Stored dataset items:
■ ■ ■ ■ ■
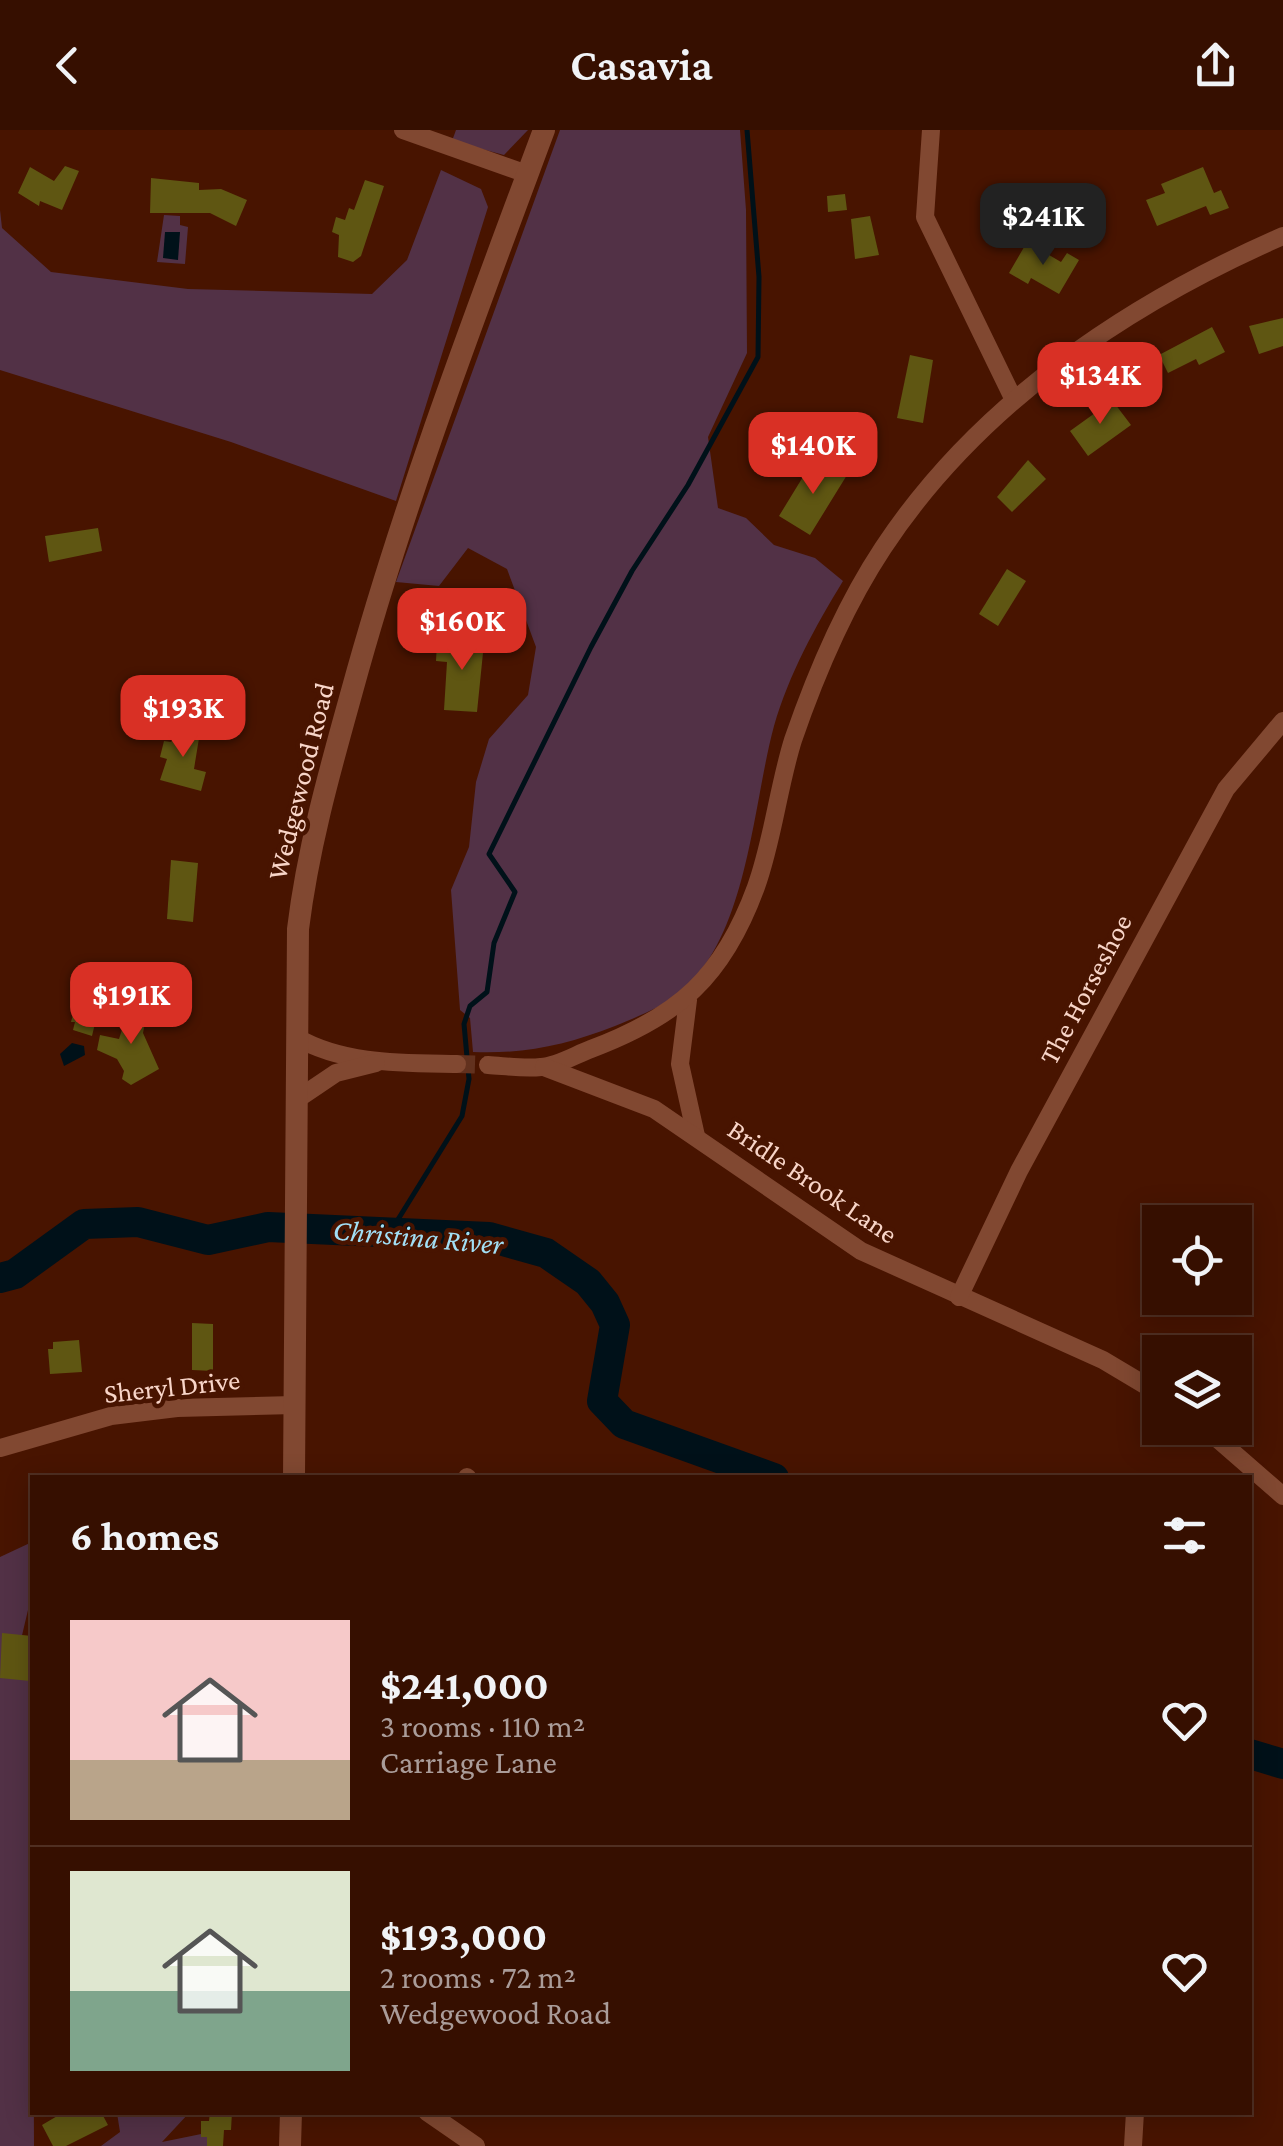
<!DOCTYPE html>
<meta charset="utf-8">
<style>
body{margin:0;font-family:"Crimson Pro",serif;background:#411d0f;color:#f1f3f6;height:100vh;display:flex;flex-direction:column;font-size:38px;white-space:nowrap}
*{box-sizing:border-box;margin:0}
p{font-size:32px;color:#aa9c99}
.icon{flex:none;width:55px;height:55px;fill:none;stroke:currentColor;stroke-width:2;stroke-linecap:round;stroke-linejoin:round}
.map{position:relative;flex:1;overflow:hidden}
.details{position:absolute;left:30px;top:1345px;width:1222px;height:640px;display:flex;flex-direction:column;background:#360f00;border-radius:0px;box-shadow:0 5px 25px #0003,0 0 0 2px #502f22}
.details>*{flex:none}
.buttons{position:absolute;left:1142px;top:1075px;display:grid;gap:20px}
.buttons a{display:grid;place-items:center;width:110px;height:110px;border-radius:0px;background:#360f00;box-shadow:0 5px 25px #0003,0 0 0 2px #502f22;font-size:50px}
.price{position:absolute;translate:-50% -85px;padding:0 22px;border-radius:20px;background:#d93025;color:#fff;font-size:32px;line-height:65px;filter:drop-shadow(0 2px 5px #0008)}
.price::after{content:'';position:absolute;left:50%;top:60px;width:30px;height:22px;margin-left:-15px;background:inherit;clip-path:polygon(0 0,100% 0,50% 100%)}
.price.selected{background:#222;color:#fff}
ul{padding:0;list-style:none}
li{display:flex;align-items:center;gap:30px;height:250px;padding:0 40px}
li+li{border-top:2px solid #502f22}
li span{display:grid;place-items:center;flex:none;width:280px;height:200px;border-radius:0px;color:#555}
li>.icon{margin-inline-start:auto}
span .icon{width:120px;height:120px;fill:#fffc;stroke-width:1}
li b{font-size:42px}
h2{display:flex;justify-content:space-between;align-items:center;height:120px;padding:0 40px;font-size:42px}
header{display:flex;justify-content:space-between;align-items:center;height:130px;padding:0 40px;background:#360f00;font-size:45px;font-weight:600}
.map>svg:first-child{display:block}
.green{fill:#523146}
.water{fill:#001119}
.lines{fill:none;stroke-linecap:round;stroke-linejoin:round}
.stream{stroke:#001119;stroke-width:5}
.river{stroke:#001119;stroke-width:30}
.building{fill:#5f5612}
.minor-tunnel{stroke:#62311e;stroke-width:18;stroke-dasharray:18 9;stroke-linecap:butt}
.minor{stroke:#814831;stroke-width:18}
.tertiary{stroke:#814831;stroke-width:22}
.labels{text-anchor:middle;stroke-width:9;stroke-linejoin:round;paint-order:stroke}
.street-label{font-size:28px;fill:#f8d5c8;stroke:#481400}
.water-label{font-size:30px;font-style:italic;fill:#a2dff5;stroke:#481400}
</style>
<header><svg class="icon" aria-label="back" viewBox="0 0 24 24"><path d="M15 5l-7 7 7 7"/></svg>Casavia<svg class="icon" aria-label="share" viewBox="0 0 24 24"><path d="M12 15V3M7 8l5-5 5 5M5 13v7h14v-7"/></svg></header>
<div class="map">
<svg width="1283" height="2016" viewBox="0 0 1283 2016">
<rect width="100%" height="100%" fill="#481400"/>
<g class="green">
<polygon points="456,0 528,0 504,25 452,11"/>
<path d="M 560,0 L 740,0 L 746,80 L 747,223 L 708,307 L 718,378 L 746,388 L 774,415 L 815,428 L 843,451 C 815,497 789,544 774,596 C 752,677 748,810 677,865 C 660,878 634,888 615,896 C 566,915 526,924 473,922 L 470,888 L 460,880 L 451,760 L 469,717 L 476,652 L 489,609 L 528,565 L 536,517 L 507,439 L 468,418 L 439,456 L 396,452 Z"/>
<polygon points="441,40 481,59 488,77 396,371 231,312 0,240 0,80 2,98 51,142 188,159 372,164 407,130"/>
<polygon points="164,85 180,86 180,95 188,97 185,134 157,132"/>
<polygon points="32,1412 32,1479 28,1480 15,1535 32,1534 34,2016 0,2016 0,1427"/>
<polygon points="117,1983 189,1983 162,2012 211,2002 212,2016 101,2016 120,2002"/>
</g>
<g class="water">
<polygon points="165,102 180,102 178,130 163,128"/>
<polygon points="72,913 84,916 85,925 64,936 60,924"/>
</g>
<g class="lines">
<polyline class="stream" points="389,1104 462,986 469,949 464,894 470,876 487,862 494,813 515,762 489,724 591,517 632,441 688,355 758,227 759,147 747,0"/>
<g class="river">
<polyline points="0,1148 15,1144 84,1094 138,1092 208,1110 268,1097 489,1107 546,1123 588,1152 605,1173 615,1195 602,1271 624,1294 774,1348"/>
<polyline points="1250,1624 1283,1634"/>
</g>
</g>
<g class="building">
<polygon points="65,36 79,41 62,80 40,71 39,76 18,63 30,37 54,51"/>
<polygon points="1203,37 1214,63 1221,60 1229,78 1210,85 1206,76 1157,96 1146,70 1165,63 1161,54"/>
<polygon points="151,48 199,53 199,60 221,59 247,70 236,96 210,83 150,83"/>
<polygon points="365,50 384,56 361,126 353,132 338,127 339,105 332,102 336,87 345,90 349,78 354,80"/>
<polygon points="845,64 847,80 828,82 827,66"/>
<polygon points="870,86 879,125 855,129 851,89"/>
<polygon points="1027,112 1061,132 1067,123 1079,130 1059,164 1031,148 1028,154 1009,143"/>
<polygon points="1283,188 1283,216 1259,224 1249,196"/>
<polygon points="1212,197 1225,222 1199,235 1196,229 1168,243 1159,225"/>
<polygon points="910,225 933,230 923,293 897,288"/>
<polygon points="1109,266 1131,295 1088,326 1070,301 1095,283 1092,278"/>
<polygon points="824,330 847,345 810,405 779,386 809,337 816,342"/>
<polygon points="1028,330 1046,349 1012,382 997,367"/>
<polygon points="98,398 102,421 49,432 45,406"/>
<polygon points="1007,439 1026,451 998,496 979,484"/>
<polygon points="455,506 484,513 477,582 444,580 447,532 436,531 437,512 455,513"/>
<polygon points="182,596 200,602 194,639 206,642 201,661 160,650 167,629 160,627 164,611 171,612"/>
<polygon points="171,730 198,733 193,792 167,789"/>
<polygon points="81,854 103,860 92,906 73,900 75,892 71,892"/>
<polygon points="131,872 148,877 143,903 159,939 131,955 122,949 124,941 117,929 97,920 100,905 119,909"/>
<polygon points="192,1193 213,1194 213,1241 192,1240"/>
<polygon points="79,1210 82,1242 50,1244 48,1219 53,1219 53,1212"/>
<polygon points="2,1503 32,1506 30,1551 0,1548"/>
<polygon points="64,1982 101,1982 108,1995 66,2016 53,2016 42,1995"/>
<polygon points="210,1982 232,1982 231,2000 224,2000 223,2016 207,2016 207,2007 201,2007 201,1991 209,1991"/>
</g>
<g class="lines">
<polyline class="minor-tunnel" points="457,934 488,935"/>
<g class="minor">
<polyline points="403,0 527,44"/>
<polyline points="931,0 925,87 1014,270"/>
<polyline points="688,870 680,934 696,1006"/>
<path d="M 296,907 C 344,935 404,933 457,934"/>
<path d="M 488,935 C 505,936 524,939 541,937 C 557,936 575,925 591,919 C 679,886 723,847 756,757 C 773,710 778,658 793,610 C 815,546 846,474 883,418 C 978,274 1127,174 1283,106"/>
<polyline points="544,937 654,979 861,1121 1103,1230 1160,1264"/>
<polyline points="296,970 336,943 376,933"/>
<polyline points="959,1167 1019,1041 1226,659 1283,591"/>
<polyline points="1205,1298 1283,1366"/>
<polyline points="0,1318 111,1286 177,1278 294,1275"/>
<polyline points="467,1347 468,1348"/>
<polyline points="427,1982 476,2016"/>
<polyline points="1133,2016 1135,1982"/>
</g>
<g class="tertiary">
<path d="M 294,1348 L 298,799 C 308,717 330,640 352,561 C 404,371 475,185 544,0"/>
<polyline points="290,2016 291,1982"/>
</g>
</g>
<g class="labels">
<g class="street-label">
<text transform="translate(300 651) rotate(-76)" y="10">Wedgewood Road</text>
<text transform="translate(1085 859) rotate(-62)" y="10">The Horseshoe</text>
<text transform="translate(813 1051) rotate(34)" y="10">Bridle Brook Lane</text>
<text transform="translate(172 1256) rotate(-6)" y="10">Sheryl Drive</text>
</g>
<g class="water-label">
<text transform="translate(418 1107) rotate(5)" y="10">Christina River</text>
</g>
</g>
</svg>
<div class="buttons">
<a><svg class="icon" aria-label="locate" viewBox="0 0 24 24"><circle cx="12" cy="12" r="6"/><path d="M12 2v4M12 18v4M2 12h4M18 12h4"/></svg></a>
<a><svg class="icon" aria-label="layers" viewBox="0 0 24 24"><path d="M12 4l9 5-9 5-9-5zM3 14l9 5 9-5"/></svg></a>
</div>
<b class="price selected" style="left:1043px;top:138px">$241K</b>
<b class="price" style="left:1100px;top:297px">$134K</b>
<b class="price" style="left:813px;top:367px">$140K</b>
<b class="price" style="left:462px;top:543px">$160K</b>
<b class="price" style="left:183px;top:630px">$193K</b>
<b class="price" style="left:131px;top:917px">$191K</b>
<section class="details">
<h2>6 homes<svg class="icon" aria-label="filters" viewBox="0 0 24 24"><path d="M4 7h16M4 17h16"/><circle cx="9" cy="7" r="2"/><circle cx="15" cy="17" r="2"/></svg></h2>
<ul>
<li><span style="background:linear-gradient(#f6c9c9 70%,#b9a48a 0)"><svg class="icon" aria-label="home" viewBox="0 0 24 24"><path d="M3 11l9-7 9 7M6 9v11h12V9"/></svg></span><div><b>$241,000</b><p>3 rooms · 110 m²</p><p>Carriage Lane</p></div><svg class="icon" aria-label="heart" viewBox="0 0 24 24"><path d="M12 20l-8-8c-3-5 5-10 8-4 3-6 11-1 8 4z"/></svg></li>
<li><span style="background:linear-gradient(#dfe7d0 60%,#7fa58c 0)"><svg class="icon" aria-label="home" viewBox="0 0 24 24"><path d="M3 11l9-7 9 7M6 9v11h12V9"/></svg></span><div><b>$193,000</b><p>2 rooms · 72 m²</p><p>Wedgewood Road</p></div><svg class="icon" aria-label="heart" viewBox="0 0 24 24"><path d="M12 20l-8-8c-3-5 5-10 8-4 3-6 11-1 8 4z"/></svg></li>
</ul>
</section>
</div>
■ ■ ■ ■ ■
Using the data above, report the number of lines that contain the string "linecap", and only that number.

3